Lo que distingue la leyenda de la historia es que en la primera el héroe emerge de los hechos en los que se ve envuelto. Nada sabemos de las dimensiones reales de la guerra de Troya ni de sus efectos pero cualquiera recuerda los héroes que la protagonizaron: Héctor, Aquiles, Helena, Ulises, etcétera. Este modo de percepción de la realidad, como representación de la acción del héroe, es congénito al cerebro humano, que siente una instintiva pereza por los detalles menudos, las estadísticas y demás elementos que quieren explicar la realidad. La construcción de héroes ha sido oficio tradicional de cronistas y escritores, pero ahora también están en el negocio asesores políticos y publicistas. La corte que rodea a don Sánchez está entregada a hacer de él un césar en la línea, para decirlo con un ejemplo cercano, de don Felipe González.
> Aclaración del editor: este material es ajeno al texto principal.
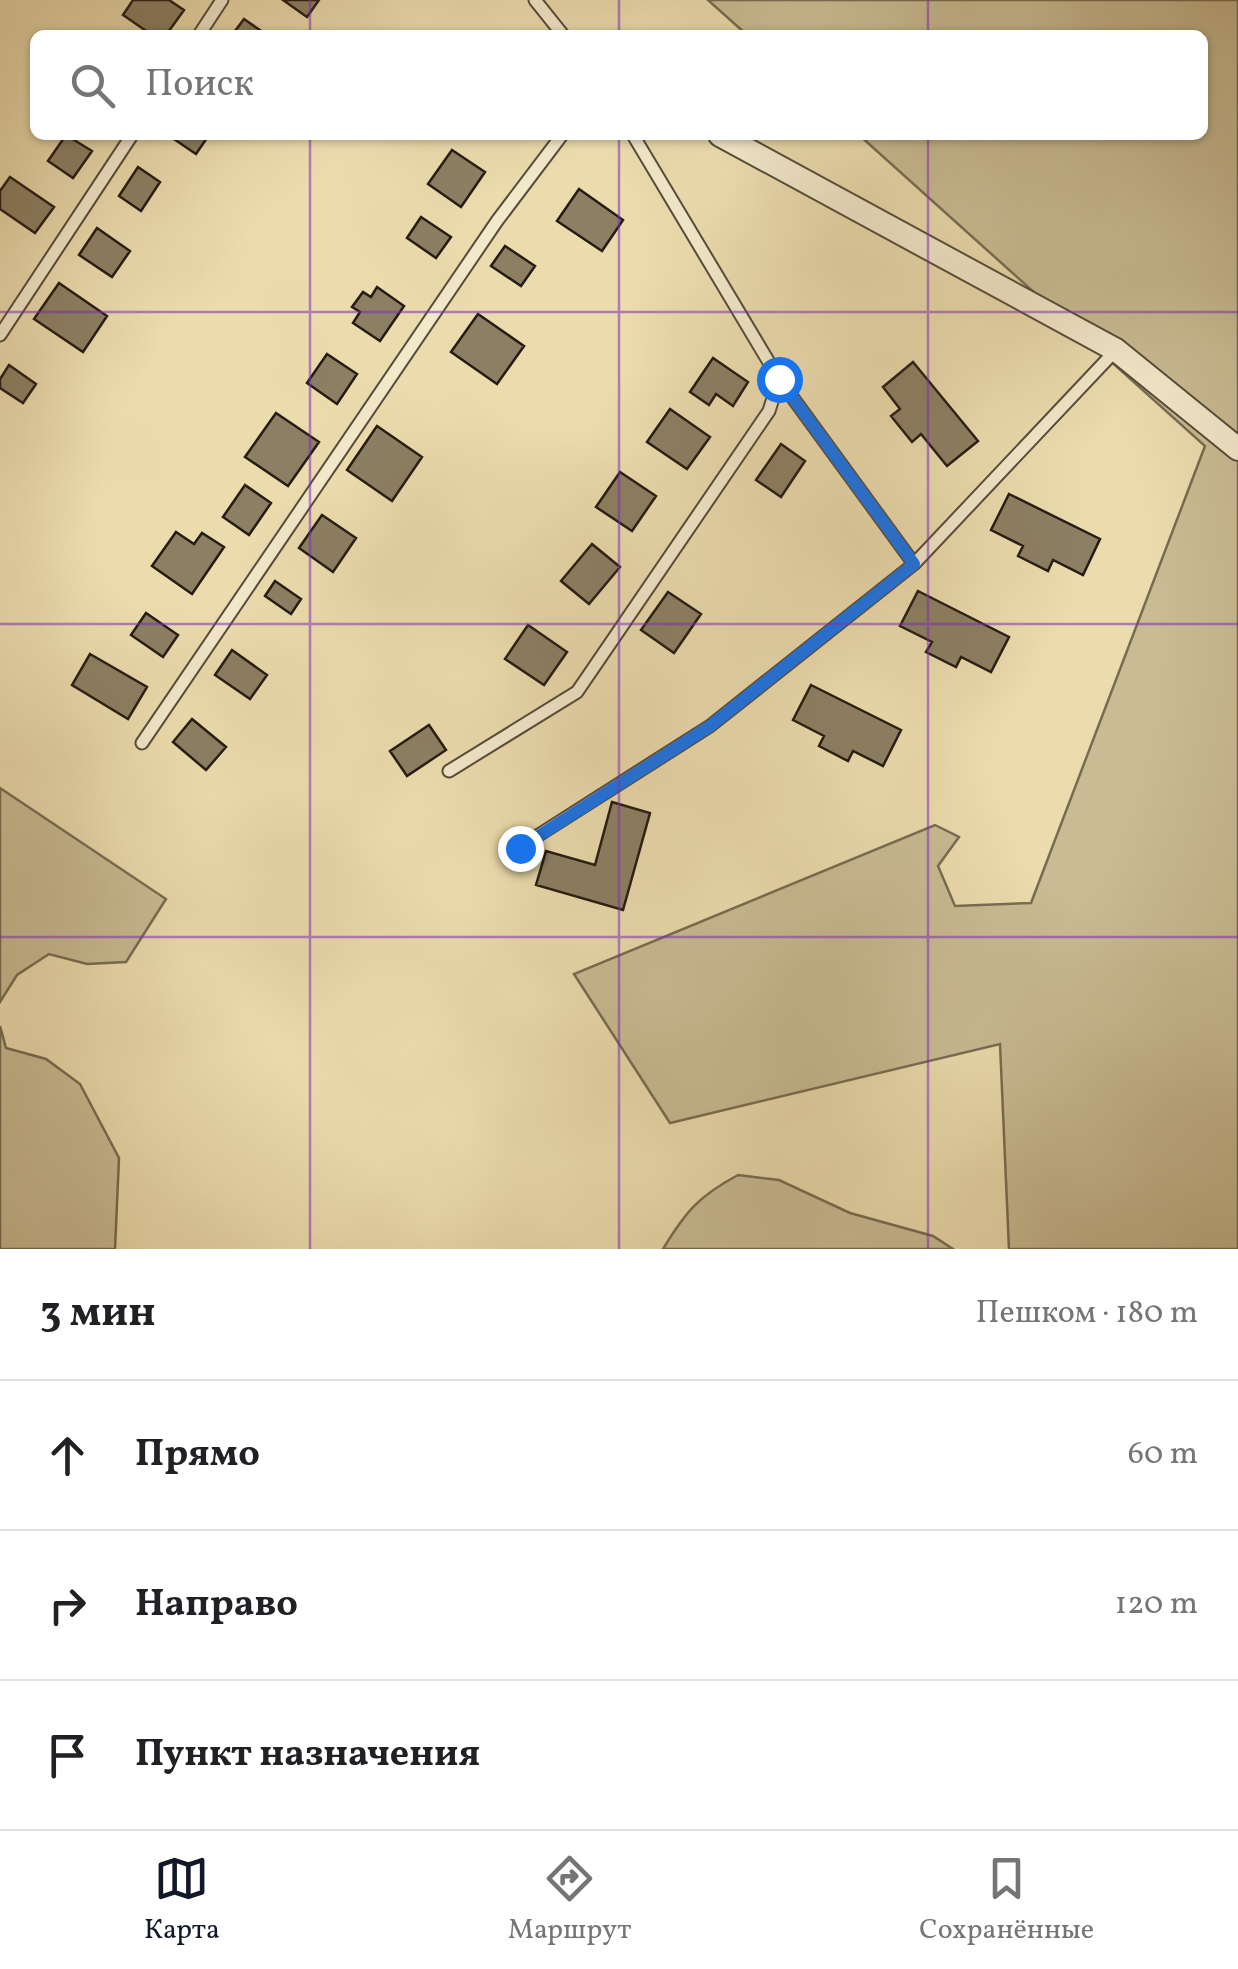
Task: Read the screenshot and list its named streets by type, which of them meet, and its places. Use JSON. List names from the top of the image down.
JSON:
{
  "page": {
    "search": "Поиск",
    "heading": ["3 мин", "Пешком · 180 m"],
    "list": [
      ["Прямо", "60 m"],
      ["Направо", "120 m"],
      "Пункт назначения"
    ],
    "nav": ["Карта", "Маршрут", "Сохранённые"]
  }
}
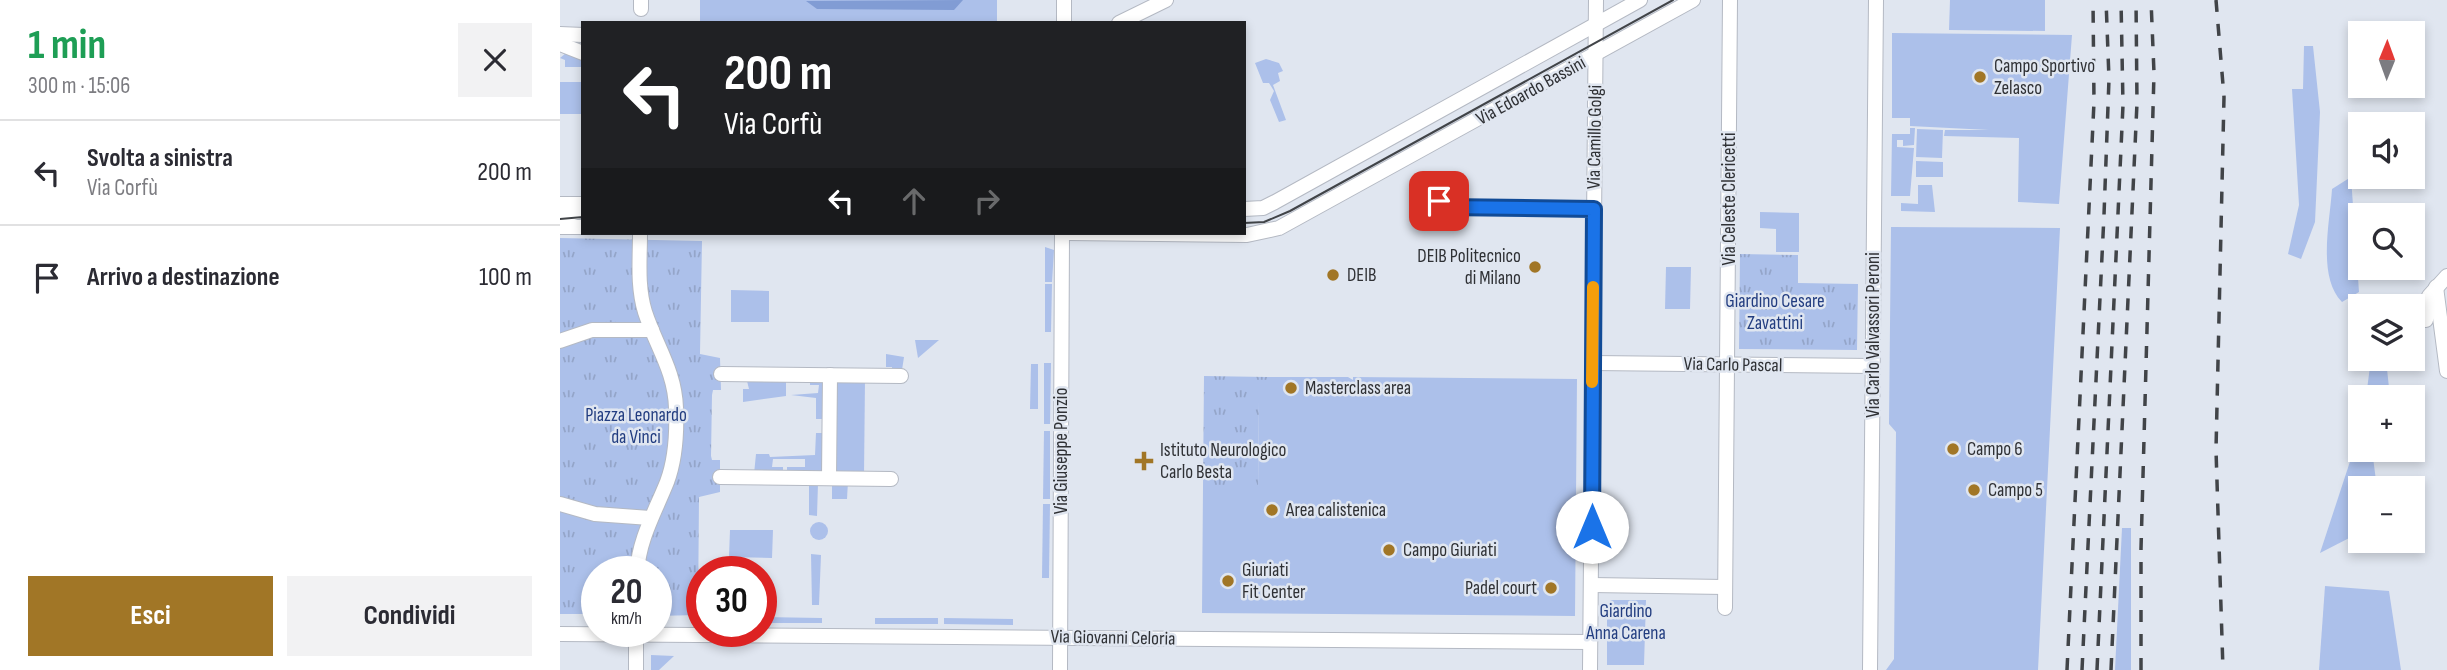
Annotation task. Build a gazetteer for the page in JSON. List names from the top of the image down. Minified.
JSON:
{"streets":{"street":["Via Edoardo Bassini","Via Camillo Golgi","Via Celeste Clericetti","Via Carlo Valvassori Peroni","Via Carlo Pascal","Via Giuseppe Ponzio","Via Giovanni Celoria"]},"crossings":[["Via Edoardo Bassini","Via Camillo Golgi"],["Via Camillo Golgi","Via Carlo Pascal"],["Via Camillo Golgi","Via Giovanni Celoria"],["Via Celeste Clericetti","Via Carlo Pascal"],["Via Carlo Valvassori Peroni","Via Carlo Pascal"],["Via Giuseppe Ponzio","Via Giovanni Celoria"]],"parks":["Giardino Cesare Zavattini","Piazza Leonardo da Vinci","Giardino Anna Carena"],"places":{"other":["Campo Sportivo Zelasco","DEIB Politecnico di Milano","DEIB","Masterclass area","Campo 6","Campo 5","Area calistenica","Campo Giuriati","Giuriati Fit Center","Padel court"],"health":["Istituto Neurologico Carlo Besta"]},"north":"top","page":{"heading":["1 min","300 m · 15:06"],"map_buttons":["+","−"],"turn":["200 m","Via Corfù"],"list":[{"name":"Svolta a sinistra","note":"Via Corfù","value":"200 m"},{"name":"Arrivo a destinazione","value":"100 m"}],"speed":"20 km/h","limit":"30","buttons":["Esci","Condividi"]}}
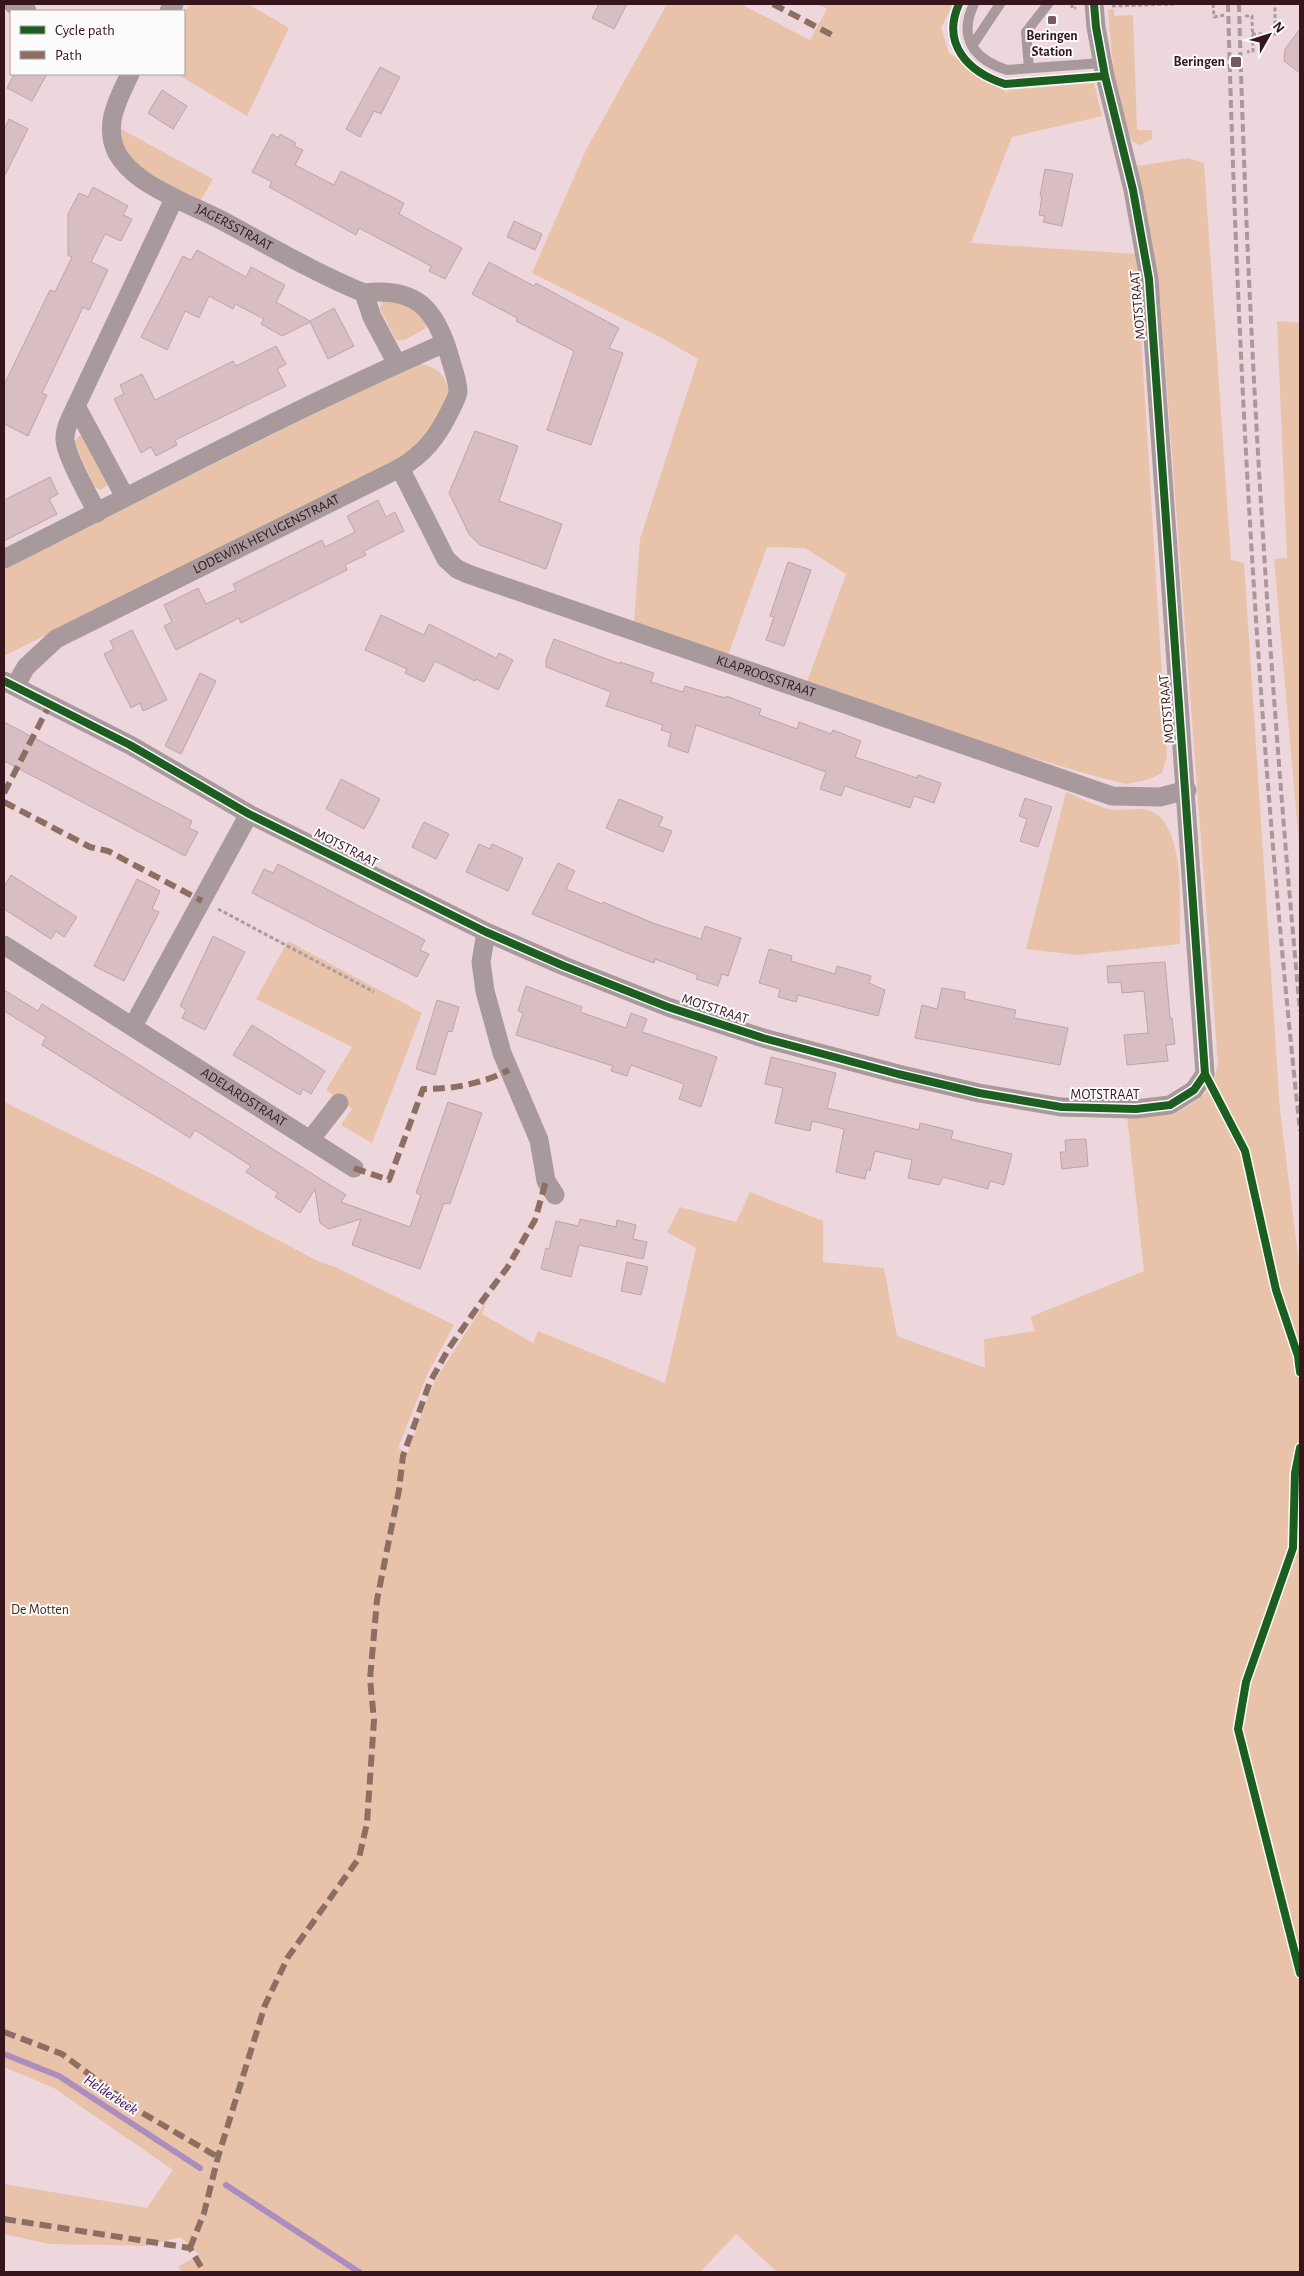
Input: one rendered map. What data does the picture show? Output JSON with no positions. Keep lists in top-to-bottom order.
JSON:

A esta tarea contribuyen, bien que su pesar, tanto la oposición como su socio de gobierno. La primera porque no encuentra el fulcro, o talón de Aquiles, por decirlo en términos míticos, para derribarlo. El segundo porque ha de consumir muchas energías para salir de la sombra que proyecta al figura del héroe. En los dos casos, las protestas de los agraviados se revelan inanes y contraproducentes para sus intereses porque evidencian su propia debilidad. La última, la reclamación de don Iglesias porque el presidente quería privatizar para sí el reparto del maná financiero que viene de Europa y habrá de alimentar al pueblo perdido en el desierto de la crisis económica. En ocasiones, el césar hace un gesto concesivo hacia los agraviados, sin trascendencia alguna, como cuando aceptó verse con doña Ayuso ante un grotesco friso de banderas o ahora, cuando ha aceptado a don Iglesias que será todo el gobierno el que participe en la gestión de los fondos europeos. El cesarismo tiene una componente ceremonial en la que se muestra en escena a los reyes menores, ya sean federados, vasallos o cautivos.
P.S. El único que no parece entender el destino de don Sánchez es el propio Felipe González, o quizá sí lo entiende y teme que su heredero sea más recordado que él mismo. Teme al hijo que ha de matar al padre, el vástago que condenará al olvido su legado.